ASSIGNMENTS OF ERROR
{¶ 11} "I. MOTHER-APPELLANT'S ADMISSION OF DEPENDENCY WAS NOT KNOWINGLY, INTELLIGENTLY AND VOLUNTARILY MADE.*Page 8{¶ 12} II. MOTHER-APPELLANT WAS DENIED DUE PROCESS BY THE FAILURE OF RCCS TO MAKE REASONABLE REUNIFICATION EFFORTS.
{¶ 13} III. THE TRIAL COURT ERRED IN FINDING THAT RCCS MADE REASONABLE REUNIFICATION EFFORTS, TO INCLUDE INVESTIGATING POTENTIALLY SUITABLE RELATIVE PLACEMENTS.
{¶ 14} IV. THE TRIAL COURT ERRED IN GRANTING PERMANENT CUSTODY IN THE ABSENCE OF EVIDENCE OF RECORD EITHER OF THE CHILD'S WISHES CONCERNING PLACEMENT, OR EVIDENCE THAT THE CHILD WAS INCAPABLE OF EXPRESSING A PREFERENCE.
{¶ 15} V. THE JUDGMENT WAS AGAINST THE MANIFEST WEIGHT OF THE EVIDENCE."
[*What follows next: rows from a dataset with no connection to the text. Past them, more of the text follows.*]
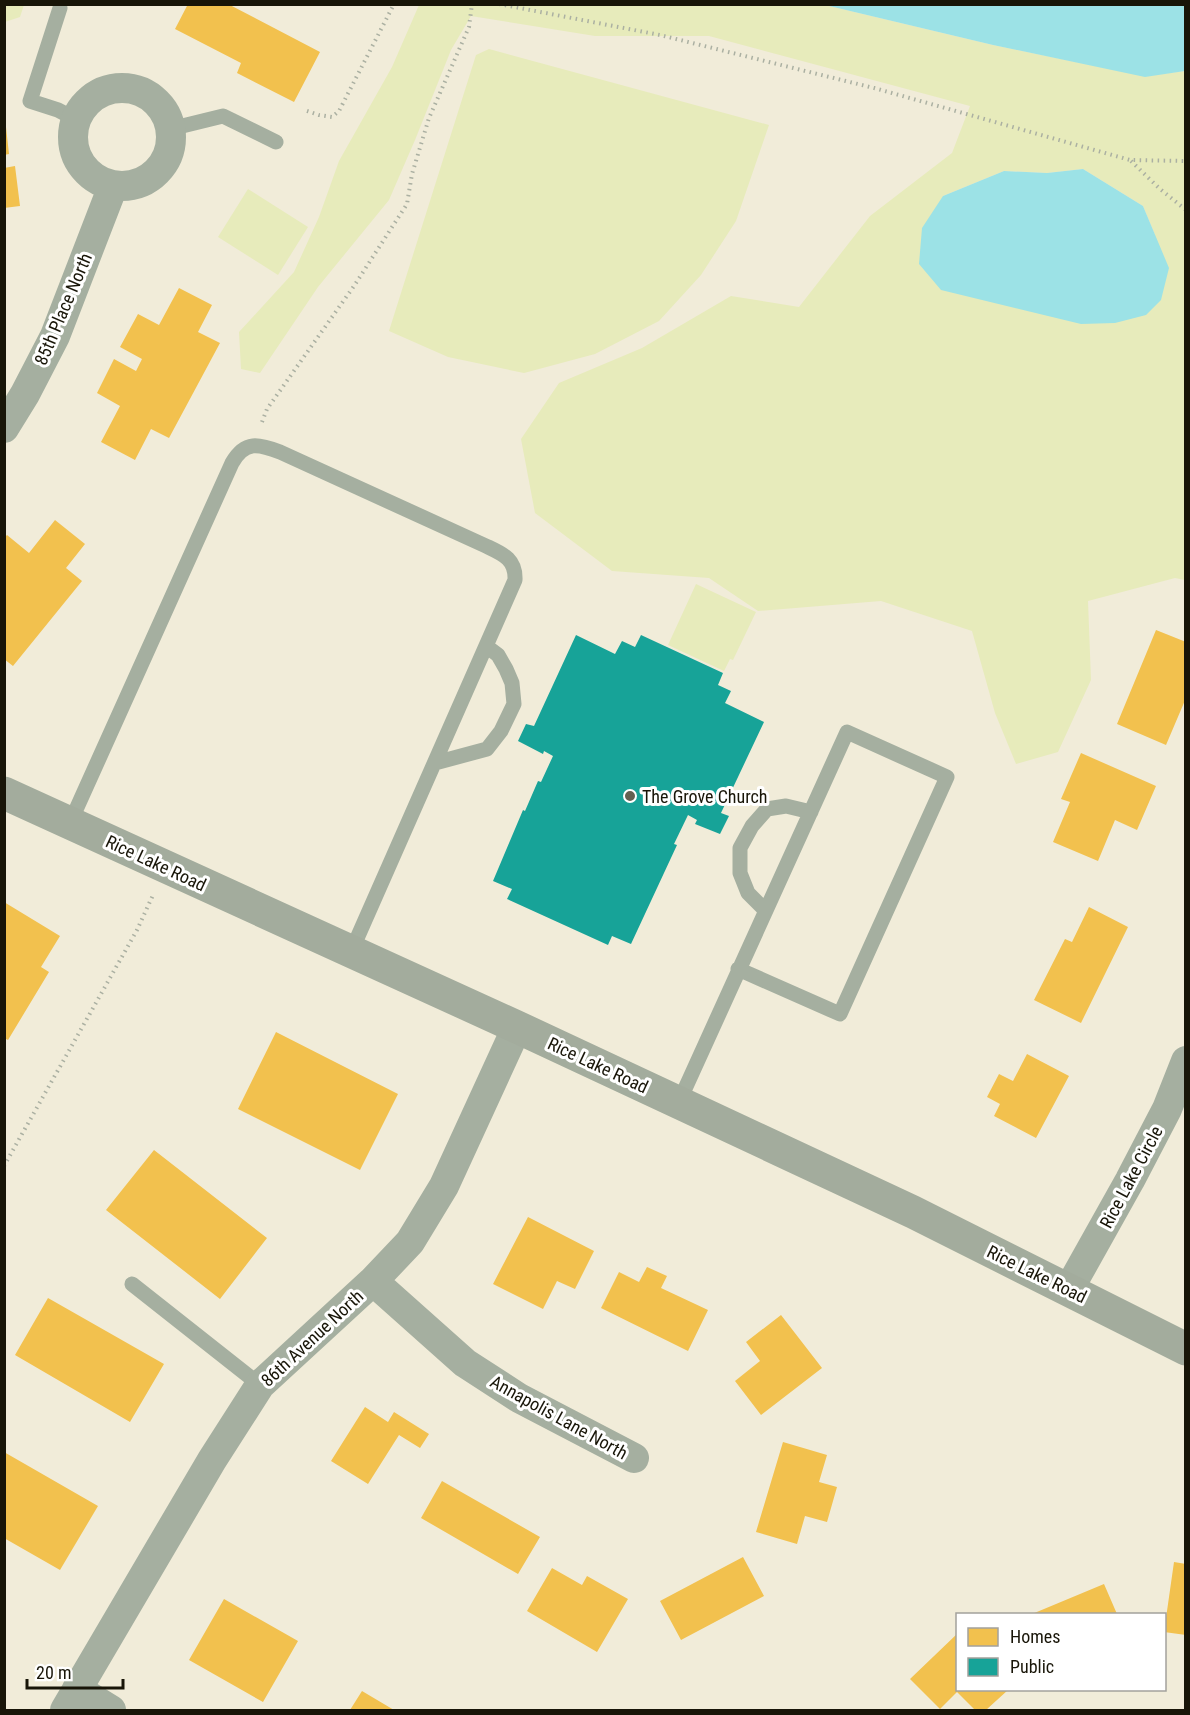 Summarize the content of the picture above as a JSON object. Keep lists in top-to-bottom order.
{
  "streets": {
    "street": [
      "85th Place North",
      "Rice Lake Road",
      "Rice Lake Circle",
      "86th Avenue North",
      "Annapolis Lane North"
    ]
  },
  "crossings": [
    ["Rice Lake Road", "Rice Lake Circle"],
    ["Rice Lake Road", "86th Avenue North"],
    ["86th Avenue North", "Annapolis Lane North"]
  ],
  "places": ["The Grove Church"],
  "legend": ["Homes", "Public"],
  "scale_bar": "20 m"
}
STANDARD OF REVIEW {¶ 16} "The decision to adopt, reject, or modify a magistrate's decision will not be overturned on appeal unless the decision was an abuse of discretion." Knox v. Knox, Gallia App. No. 03CA13,2004-Ohio-428, citing Wade v. Wade (1996), 113 Ohio App.3d 414, 419,680 N.E.2d 1305. An abuse of discretion is more than an error of judgment, but instead connotes a decision that is unreasonable, arbitrary, or unconscionable. Blakemore v. Blakemore (1983), 5 Ohio St.3d 217, 219,450 N.E.2d 1140. When applying an abuse of discretion standard, a reviewing court may not substitute its judgment for that of the trial court. Berk v. Matthews (1990), 53 Ohio St.3d 161, 169, 559 N.E.2d 1301.
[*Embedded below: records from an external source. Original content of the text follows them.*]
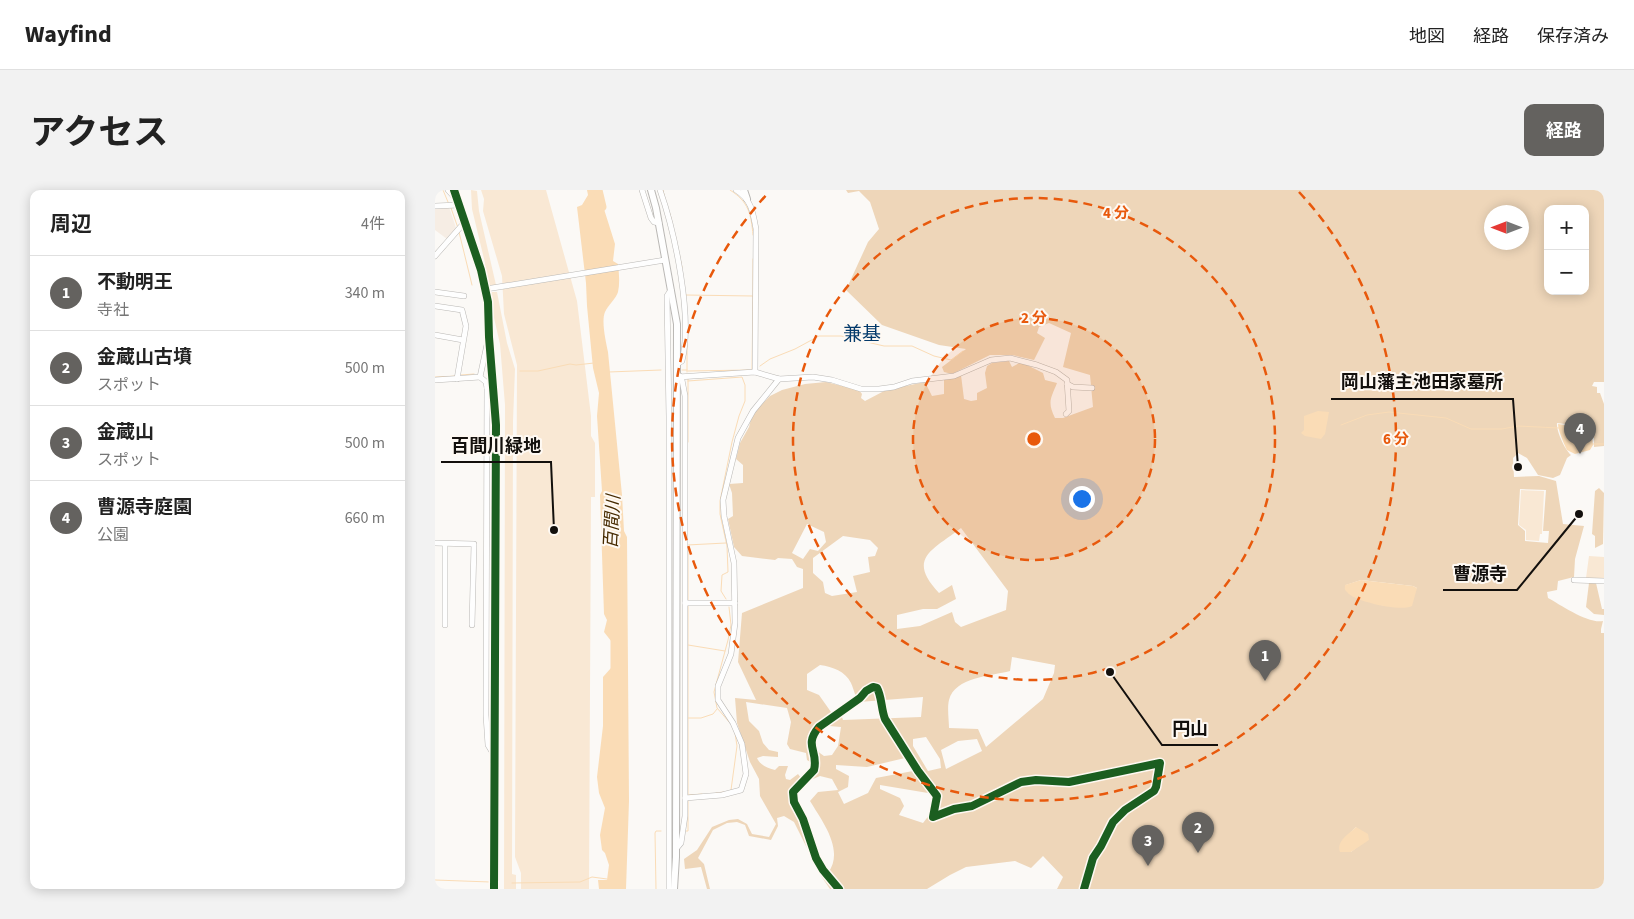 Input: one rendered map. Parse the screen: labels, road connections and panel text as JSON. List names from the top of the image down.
{
  "districts": ["兼基"],
  "water": ["百間川"],
  "places": [
    "岡山藩主池田家墓所",
    "曹源寺",
    "百間川緑地",
    "円山"
  ],
  "north": "left",
  "page": {
    "header": "Wayfind",
    "nav": ["地図", "経路", "保存済み"],
    "title": "アクセス",
    "buttons": "経路",
    "heading": ["周辺", "4件"],
    "map_buttons": ["+", "−"],
    "list": [
      {
        "mark": "1",
        "name": "不動明王",
        "note": "寺社",
        "value": "340 m"
      },
      {
        "mark": "2",
        "name": "金蔵山古墳",
        "note": "スポット",
        "value": "500 m"
      },
      {
        "mark": "3",
        "name": "金蔵山",
        "note": "スポット",
        "value": "500 m"
      },
      {
        "mark": "4",
        "name": "曹源寺庭園",
        "note": "公園",
        "value": "660 m"
      }
    ],
    "pins": [
      "4",
      "1",
      "2",
      "3"
    ]
  },
  "rings": ["4 分", "2 分", "6 分"]
} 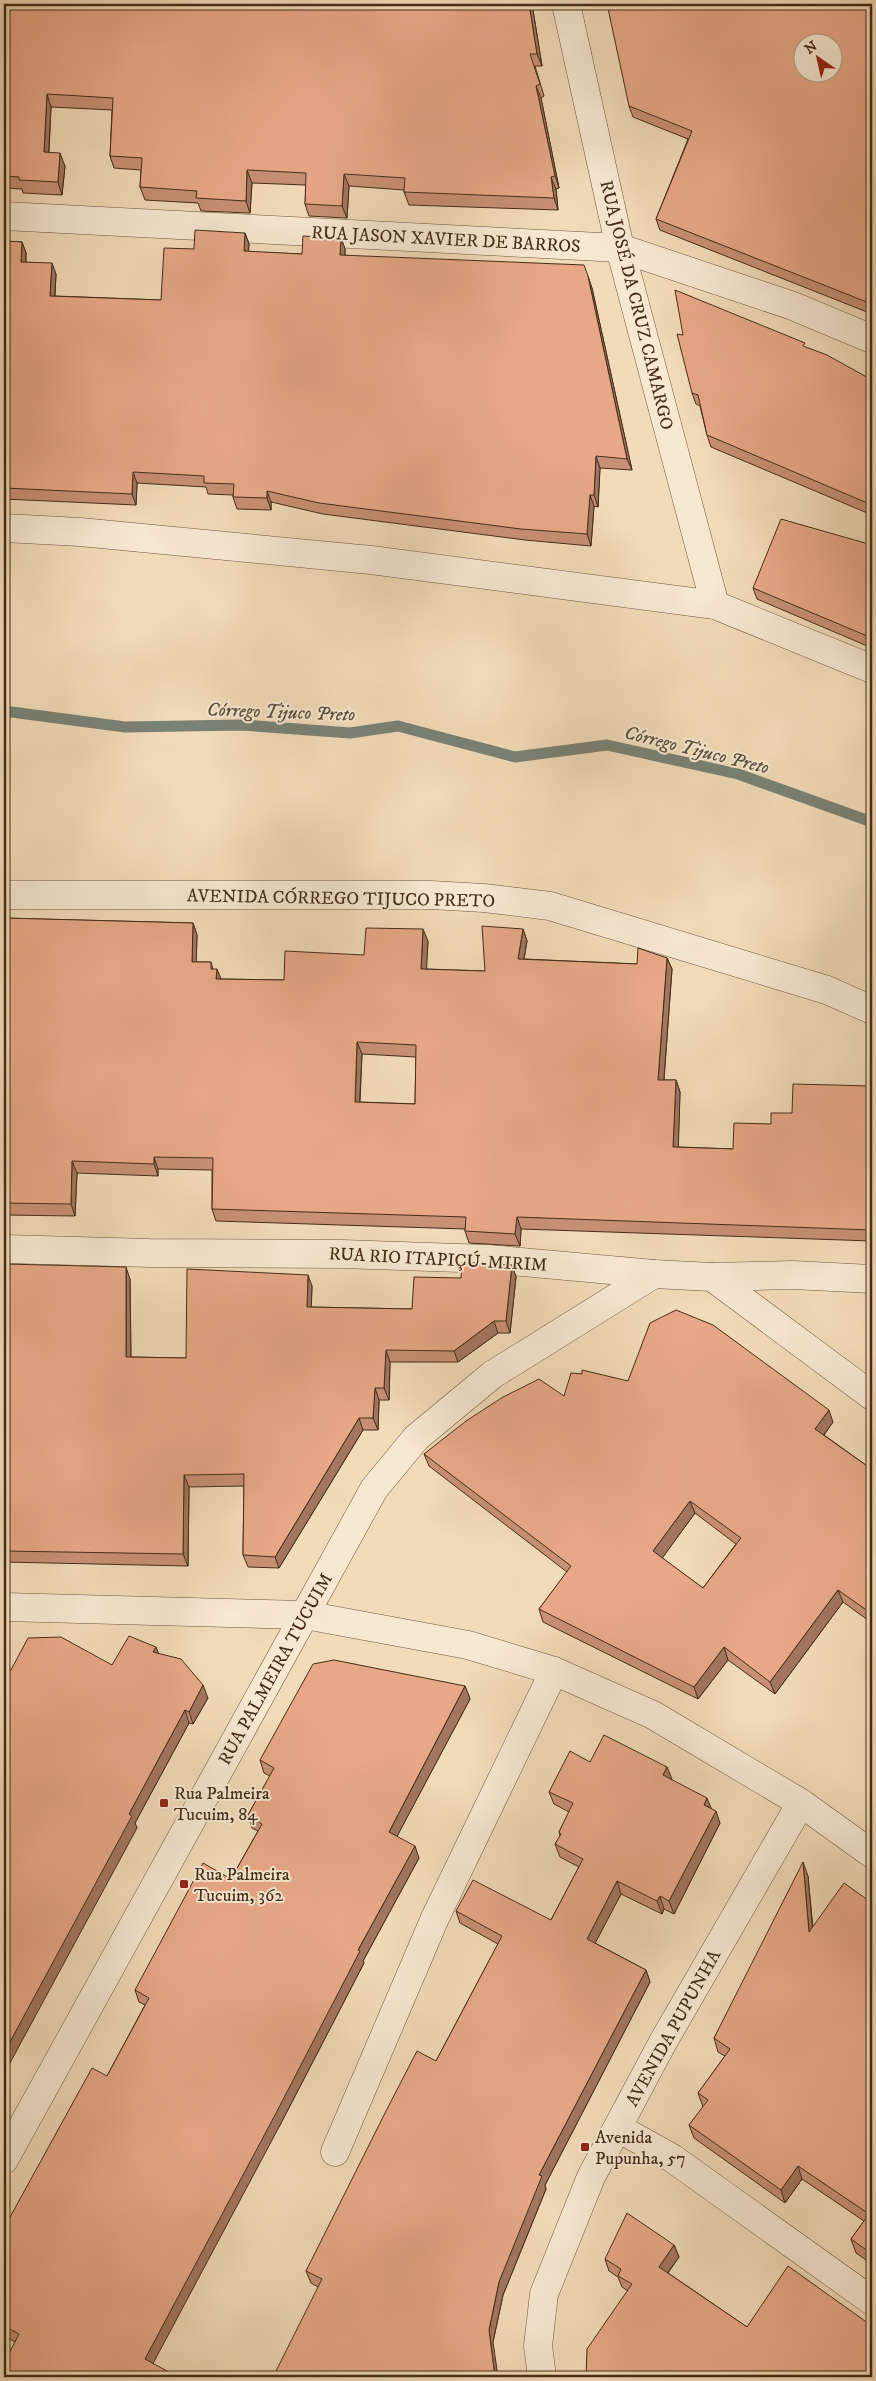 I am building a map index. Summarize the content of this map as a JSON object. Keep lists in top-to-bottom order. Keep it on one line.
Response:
{"streets":{"street":["RUA JASON XAVIER DE BARROS","RUA JOSÉ DA CRUZ CAMARGO","AVENIDA CÓRREGO TIJUCO PRETO","RUA RIO ITAPIÇÚ-MIRIM","RUA PALMEIRA TUCUIM","AVENIDA PUPUNHA"]},"crossings":[["RUA JASON XAVIER DE BARROS","RUA JOSÉ DA CRUZ CAMARGO"],["RUA RIO ITAPIÇÚ-MIRIM","RUA PALMEIRA TUCUIM"]],"water":["Córrego Tijuco Preto"],"places":{"transit":["Rua Palmeira Tucuim, 84","Rua Palmeira Tucuim, 362","Avenida Pupunha, 57"]},"north":"top left"}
{¶ 17} At the outset, we note it is well established that a parent's right to raise a child is an essential and basic civil right. In reHayes (1997), 79 Ohio St.3d at 48. However, a parent may lose custody of a child to a non-parent if a court finds the parent unsuitable. In rePerales (1977), 52 Ohio St.2d 89, syllabus, 369 N.E.2d 1047. A finding of unsuitability may be premised upon a determination that the parent abandoned the child. Id.
{¶ 18} RC. 2151.413 permits a public children services agency that has temporary custody of a child to file a motion requesting permanent custody of the child. In considering a motion filed pursuant to *Page 9 RC. 2151.413, the trial court must follow the guidelines set forth in R.C. 2151.414. R.C. 2151.414(A)(1) requires the trial court to hold a hearing regarding the motion for permanent custody. The primary purpose of the hearing is to allow the trial court to determine whether the child's best interests would be served by permanently terminating the parental relationship and by awarding permanent custody to the agency. See R.C. 2151.414(A)(1).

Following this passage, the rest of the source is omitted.